Photo de famille des participants à l’atelier à Ségou
L’atelier de formation des
journalistes à la collecte, au traitement et à la diffusion de l’information en
période de crise se tient depuis lundi dernier à Ségou. La cérémonie
d’ouverture des travaux s’est déroulée dans un hôtel de la place sous la
présidence du représentant du ministère de la Communication, de l’Économie
numérique et de la Modernisation de l’Administration, Harber Traoré.
C’était en
présence des représentants du ministère de la Santé et du Développement social,
Dramane Coulibaly, du Fonds des Nations-unies pour l’enfance (Unicef), Pierre
Ngom, des présidents de la Maison de la presse, Bandiougou Danté, de la Haute
autorité de la communication (Hac), Gaoussou Coulibaly, et du directeur de
cabinet du gouverneur de la Région de Ségou, Boureïma Angoïba, et de celui de
l’Agence malienne de presse et de publicité (Amap), Bréhima Touré.
Organisé par l’Amap avec
l’appui de l’Unicef, de l’Onu Femmes, et du groupe de communication et de
plaidoyer humanitaire, cet atelier de 4 jours regroupe plusieurs journalistes
venus de Bamako et de l’intérieur du pays.
Plusieurs modules sont au menu de cette formation, entre autres :
les conflits et la crise humanitaire, la communication de crise, la crise
humanitaire, le journalisme sensible au genre, les réseaux sociaux et la
gestion de la rumeur en période de crise. Il est également prévu des visites
sur le terrain sur les sites des Personnes déplacées internes (PDI) et au
niveau du Centre de santé communautaire de Boidié. L’objectif de cet atelier
est de doter les journalistes des compétences nécessaires pour exercer leur
métier de manière professionnelle et responsable en ces temps de crise.
Selon le représentant résident
de l’Unicef, cette initiative, menée par l’ensemble des acteurs humanitaires au
Mali, souligne le rôle crucial que jouent les médias en temps de crise.

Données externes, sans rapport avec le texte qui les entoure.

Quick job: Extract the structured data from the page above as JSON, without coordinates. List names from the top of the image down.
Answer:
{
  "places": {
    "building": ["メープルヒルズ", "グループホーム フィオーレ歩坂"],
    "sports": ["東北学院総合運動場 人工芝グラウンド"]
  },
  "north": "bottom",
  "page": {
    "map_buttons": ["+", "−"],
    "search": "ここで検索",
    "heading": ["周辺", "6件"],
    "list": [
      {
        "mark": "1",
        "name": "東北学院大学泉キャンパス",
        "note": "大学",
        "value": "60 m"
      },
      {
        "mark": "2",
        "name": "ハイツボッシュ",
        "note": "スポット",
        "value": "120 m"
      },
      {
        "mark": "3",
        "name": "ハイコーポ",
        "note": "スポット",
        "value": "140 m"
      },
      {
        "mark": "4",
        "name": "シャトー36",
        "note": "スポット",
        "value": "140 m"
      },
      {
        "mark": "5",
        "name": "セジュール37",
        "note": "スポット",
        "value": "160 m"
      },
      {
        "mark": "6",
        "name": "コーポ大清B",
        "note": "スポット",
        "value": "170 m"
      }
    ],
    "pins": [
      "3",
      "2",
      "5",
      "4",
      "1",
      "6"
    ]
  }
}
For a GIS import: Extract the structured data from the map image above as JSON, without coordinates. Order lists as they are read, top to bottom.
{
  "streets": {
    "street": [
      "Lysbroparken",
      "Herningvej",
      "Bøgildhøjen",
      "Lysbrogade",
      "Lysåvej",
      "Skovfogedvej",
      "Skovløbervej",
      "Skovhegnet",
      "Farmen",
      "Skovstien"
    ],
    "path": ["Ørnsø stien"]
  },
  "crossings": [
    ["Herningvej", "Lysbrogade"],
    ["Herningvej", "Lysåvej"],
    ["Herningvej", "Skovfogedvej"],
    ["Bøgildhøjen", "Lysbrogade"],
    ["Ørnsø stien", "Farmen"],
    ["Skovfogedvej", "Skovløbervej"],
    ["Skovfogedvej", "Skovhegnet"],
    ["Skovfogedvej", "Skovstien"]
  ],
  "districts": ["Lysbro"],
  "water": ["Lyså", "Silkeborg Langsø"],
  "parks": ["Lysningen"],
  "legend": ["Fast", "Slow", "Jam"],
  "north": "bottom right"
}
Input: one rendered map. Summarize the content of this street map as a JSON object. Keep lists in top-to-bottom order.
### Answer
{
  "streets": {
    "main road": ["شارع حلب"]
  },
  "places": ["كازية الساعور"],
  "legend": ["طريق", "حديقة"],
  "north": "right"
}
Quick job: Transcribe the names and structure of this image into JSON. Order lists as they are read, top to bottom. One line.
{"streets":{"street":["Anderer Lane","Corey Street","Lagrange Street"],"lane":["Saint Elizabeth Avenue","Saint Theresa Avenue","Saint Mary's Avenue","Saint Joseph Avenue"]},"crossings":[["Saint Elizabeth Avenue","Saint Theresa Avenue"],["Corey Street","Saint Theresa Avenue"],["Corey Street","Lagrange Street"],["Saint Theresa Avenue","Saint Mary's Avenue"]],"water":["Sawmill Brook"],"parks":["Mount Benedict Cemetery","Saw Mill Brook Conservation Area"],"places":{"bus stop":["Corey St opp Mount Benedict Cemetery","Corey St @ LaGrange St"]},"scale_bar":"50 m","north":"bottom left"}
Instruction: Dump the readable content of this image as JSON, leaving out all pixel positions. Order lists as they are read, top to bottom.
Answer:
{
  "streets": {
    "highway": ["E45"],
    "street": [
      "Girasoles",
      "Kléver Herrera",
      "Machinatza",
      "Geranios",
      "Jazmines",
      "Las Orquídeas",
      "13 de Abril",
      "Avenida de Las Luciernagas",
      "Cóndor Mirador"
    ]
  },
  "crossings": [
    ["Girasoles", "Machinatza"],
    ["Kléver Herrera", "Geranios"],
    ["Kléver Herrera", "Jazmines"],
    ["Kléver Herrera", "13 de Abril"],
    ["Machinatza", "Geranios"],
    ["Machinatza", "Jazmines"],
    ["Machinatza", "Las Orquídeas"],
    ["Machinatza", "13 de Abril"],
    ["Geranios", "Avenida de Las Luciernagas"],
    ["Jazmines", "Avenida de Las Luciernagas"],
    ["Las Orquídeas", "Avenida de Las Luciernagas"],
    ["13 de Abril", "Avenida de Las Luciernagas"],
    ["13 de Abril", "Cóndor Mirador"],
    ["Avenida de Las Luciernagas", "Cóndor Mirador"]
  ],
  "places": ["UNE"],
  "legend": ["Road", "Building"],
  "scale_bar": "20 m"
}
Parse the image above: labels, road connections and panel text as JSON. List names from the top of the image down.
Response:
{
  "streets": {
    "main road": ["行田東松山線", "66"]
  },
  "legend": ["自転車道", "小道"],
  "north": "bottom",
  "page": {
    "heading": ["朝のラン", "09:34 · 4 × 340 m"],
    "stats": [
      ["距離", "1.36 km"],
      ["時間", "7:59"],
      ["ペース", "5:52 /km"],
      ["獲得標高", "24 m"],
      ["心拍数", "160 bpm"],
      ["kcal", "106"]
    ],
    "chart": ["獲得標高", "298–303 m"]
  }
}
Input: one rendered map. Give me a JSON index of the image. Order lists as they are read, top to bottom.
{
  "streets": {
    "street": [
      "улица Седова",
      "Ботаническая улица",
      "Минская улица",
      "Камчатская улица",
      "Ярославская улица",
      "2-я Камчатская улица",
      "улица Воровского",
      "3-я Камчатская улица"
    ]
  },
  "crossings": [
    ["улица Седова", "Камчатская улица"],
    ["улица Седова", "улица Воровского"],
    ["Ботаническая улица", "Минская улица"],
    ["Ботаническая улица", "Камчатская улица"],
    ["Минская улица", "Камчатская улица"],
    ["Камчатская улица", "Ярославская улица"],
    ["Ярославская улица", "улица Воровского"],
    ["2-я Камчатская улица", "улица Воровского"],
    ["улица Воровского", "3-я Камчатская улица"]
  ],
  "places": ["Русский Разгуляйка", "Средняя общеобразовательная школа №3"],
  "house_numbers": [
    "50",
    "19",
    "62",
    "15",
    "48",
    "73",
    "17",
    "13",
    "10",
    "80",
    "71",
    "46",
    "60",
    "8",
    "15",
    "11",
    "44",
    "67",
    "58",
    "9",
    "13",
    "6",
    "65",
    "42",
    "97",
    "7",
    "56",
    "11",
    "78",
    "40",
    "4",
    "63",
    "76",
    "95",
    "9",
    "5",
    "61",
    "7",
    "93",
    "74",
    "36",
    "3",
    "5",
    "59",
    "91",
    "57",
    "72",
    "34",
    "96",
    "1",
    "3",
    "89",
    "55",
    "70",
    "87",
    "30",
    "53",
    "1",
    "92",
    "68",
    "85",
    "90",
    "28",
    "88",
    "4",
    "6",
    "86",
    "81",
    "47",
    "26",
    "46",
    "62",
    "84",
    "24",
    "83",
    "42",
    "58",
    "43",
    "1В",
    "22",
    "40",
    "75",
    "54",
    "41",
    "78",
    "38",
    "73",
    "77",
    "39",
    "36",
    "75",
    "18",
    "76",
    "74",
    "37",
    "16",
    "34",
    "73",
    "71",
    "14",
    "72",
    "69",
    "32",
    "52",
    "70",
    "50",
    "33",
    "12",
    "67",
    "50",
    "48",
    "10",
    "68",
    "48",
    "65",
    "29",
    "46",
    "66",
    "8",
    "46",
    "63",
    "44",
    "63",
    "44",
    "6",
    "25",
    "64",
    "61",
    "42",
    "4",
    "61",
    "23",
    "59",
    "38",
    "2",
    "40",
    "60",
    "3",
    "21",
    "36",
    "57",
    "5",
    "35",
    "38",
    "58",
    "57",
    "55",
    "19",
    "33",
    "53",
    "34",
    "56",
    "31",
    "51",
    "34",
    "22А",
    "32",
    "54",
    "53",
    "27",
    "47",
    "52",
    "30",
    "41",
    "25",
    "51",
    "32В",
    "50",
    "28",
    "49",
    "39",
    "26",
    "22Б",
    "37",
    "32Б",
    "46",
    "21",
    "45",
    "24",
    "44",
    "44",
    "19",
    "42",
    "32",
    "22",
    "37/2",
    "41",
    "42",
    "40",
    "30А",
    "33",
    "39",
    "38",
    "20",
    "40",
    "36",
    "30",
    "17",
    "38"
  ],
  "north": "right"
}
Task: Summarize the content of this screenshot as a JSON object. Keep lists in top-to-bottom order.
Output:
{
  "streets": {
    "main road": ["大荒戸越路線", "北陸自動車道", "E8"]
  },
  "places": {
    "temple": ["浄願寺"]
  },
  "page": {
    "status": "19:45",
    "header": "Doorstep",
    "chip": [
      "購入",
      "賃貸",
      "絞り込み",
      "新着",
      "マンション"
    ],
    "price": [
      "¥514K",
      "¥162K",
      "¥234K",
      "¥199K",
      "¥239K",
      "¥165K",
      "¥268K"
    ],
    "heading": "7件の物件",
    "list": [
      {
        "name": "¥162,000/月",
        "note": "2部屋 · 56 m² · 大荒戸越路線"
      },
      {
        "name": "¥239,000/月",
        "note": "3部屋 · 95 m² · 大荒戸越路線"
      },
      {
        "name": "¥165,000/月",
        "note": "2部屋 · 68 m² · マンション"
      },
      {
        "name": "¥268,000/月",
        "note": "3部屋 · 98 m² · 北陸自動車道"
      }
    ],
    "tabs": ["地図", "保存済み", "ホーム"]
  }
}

«Aujourd’hui, nous nous engageons dans un voyage visant à outiller les
journalistes et les professionnels des médias de connaissances et de
compétences nécessaires pour communiquer et rendre compte efficacement en temps
de crise, contribuant ainsi au bien-être et à la sécurité de nos
communautés plus particulièrement les femmes et les enfants qui représentent
les couches les plus vulnérables», a déclaré
Pierre Ngom.
Durant les catastrophes
naturelles, les conflits ou les épidémies, le rôle des journalistes devient
encore plus important dans la mesure où ils servent de pont entre les
populations touchées et le reste du monde, particulièrement les acteurs
humanitaires, mettant en lumière les luttes et la résilience de ceux qui
traversent des circonstances difficiles, a révélé le représentant résident de
l’Unicef. «En temps de crise, l’accès à des informations fiables peut être une
question de vie ou de mort. Il peut guider les personnes vers la sécurité,
relier les familles séparées et permettre aux individus de prendre des
décisions éclairées concernant leur bien-être », a fait savoir Pierre Ngom
pour qui la tenue de cet atelier témoigne de l’engagement de l’ensemble des
acteurs humanitaires à renforcer les capacités des médias dans notre pays.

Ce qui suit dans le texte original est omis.